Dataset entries
● ● ●

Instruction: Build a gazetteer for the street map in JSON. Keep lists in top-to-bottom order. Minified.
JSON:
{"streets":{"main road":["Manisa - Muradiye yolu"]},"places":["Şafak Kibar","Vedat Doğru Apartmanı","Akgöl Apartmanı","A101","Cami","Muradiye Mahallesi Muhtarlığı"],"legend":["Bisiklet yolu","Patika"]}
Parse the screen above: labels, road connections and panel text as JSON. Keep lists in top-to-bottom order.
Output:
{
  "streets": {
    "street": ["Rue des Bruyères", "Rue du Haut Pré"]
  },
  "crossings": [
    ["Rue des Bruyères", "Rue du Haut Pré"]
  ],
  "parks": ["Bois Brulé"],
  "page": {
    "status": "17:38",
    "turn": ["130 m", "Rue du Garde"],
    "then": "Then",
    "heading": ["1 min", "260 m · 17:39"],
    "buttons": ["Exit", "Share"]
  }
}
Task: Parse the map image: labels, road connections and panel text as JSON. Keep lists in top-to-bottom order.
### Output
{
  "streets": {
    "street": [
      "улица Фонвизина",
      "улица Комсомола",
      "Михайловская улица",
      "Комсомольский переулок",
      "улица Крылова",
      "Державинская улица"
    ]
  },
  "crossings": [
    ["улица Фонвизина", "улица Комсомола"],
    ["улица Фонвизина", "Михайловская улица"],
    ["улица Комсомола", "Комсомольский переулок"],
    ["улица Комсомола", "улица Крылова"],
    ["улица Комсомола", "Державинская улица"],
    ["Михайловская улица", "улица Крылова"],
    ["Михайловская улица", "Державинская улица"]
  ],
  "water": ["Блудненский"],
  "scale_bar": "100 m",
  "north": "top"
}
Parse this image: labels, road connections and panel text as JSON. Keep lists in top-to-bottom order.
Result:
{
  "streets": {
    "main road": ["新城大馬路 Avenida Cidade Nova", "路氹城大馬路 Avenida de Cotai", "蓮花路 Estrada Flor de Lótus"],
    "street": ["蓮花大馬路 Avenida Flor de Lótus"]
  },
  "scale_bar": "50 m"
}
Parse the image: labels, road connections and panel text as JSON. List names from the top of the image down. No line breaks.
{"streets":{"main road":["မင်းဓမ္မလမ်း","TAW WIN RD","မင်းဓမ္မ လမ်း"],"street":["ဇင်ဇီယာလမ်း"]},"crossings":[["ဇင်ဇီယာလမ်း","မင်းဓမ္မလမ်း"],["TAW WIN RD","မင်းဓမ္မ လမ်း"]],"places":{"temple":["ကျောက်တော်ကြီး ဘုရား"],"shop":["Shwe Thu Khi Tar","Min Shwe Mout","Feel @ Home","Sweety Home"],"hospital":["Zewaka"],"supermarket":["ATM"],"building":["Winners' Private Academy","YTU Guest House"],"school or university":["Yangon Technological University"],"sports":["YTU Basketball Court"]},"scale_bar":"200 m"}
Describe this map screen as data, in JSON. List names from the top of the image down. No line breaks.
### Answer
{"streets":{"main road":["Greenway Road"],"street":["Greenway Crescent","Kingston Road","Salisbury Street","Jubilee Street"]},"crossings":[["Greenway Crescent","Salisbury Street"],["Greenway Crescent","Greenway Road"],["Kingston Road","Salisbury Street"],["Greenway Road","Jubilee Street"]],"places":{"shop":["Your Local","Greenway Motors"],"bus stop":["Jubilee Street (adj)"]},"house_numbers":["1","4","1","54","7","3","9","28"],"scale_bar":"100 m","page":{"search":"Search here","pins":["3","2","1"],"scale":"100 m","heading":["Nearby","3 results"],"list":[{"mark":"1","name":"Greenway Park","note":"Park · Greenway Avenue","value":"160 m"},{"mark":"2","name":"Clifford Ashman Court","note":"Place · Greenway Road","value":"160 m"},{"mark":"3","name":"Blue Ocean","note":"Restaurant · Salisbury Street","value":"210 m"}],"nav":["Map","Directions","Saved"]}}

● ● ●

▶ _Work item_
Every entry must be printed again, exactly as it reads.

▶ _Your solution_
Instruction: Build a gazetteer for the street map in JSON. Keep lists in top-to-bottom order. Minified.
JSON:
{"streets":{"main road":["Manisa - Muradiye yolu"]},"places":["Şafak Kibar","Vedat Doğru Apartmanı","Akgöl Apartmanı","A101","Cami","Muradiye Mahallesi Muhtarlığı"],"legend":["Bisiklet yolu","Patika"]}
Parse the screen above: labels, road connections and panel text as JSON. Keep lists in top-to-bottom order.
Output:
{
  "streets": {
    "street": ["Rue des Bruyères", "Rue du Haut Pré"]
  },
  "crossings": [
    ["Rue des Bruyères", "Rue du Haut Pré"]
  ],
  "parks": ["Bois Brulé"],
  "page": {
    "status": "17:38",
    "turn": ["130 m", "Rue du Garde"],
    "then": "Then",
    "heading": ["1 min", "260 m · 17:39"],
    "buttons": ["Exit", "Share"]
  }
}
Task: Parse the map image: labels, road connections and panel text as JSON. Keep lists in top-to-bottom order.
### Output
{
  "streets": {
    "street": [
      "улица Фонвизина",
      "улица Комсомола",
      "Михайловская улица",
      "Комсомольский переулок",
      "улица Крылова",
      "Державинская улица"
    ]
  },
  "crossings": [
    ["улица Фонвизина", "улица Комсомола"],
    ["улица Фонвизина", "Михайловская улица"],
    ["улица Комсомола", "Комсомольский переулок"],
    ["улица Комсомола", "улица Крылова"],
    ["улица Комсомола", "Державинская улица"],
    ["Михайловская улица", "улица Крылова"],
    ["Михайловская улица", "Державинская улица"]
  ],
  "water": ["Блудненский"],
  "scale_bar": "100 m",
  "north": "top"
}
Parse this image: labels, road connections and panel text as JSON. Keep lists in top-to-bottom order.
Result:
{
  "streets": {
    "main road": ["新城大馬路 Avenida Cidade Nova", "路氹城大馬路 Avenida de Cotai", "蓮花路 Estrada Flor de Lótus"],
    "street": ["蓮花大馬路 Avenida Flor de Lótus"]
  },
  "scale_bar": "50 m"
}
Parse the image: labels, road connections and panel text as JSON. List names from the top of the image down. No line breaks.
{"streets":{"main road":["မင်းဓမ္မလမ်း","TAW WIN RD","မင်းဓမ္မ လမ်း"],"street":["ဇင်ဇီယာလမ်း"]},"crossings":[["ဇင်ဇီယာလမ်း","မင်းဓမ္မလမ်း"],["TAW WIN RD","မင်းဓမ္မ လမ်း"]],"places":{"temple":["ကျောက်တော်ကြီး ဘုရား"],"shop":["Shwe Thu Khi Tar","Min Shwe Mout","Feel @ Home","Sweety Home"],"hospital":["Zewaka"],"supermarket":["ATM"],"building":["Winners' Private Academy","YTU Guest House"],"school or university":["Yangon Technological University"],"sports":["YTU Basketball Court"]},"scale_bar":"200 m"}
Describe this map screen as data, in JSON. List names from the top of the image down. No line breaks.
### Answer
{"streets":{"main road":["Greenway Road"],"street":["Greenway Crescent","Kingston Road","Salisbury Street","Jubilee Street"]},"crossings":[["Greenway Crescent","Salisbury Street"],["Greenway Crescent","Greenway Road"],["Kingston Road","Salisbury Street"],["Greenway Road","Jubilee Street"]],"places":{"shop":["Your Local","Greenway Motors"],"bus stop":["Jubilee Street (adj)"]},"house_numbers":["1","4","1","54","7","3","9","28"],"scale_bar":"100 m","page":{"search":"Search here","pins":["3","2","1"],"scale":"100 m","heading":["Nearby","3 results"],"list":[{"mark":"1","name":"Greenway Park","note":"Park · Greenway Avenue","value":"160 m"},{"mark":"2","name":"Clifford Ashman Court","note":"Place · Greenway Road","value":"160 m"},{"mark":"3","name":"Blue Ocean","note":"Restaurant · Salisbury Street","value":"210 m"}],"nav":["Map","Directions","Saved"]}}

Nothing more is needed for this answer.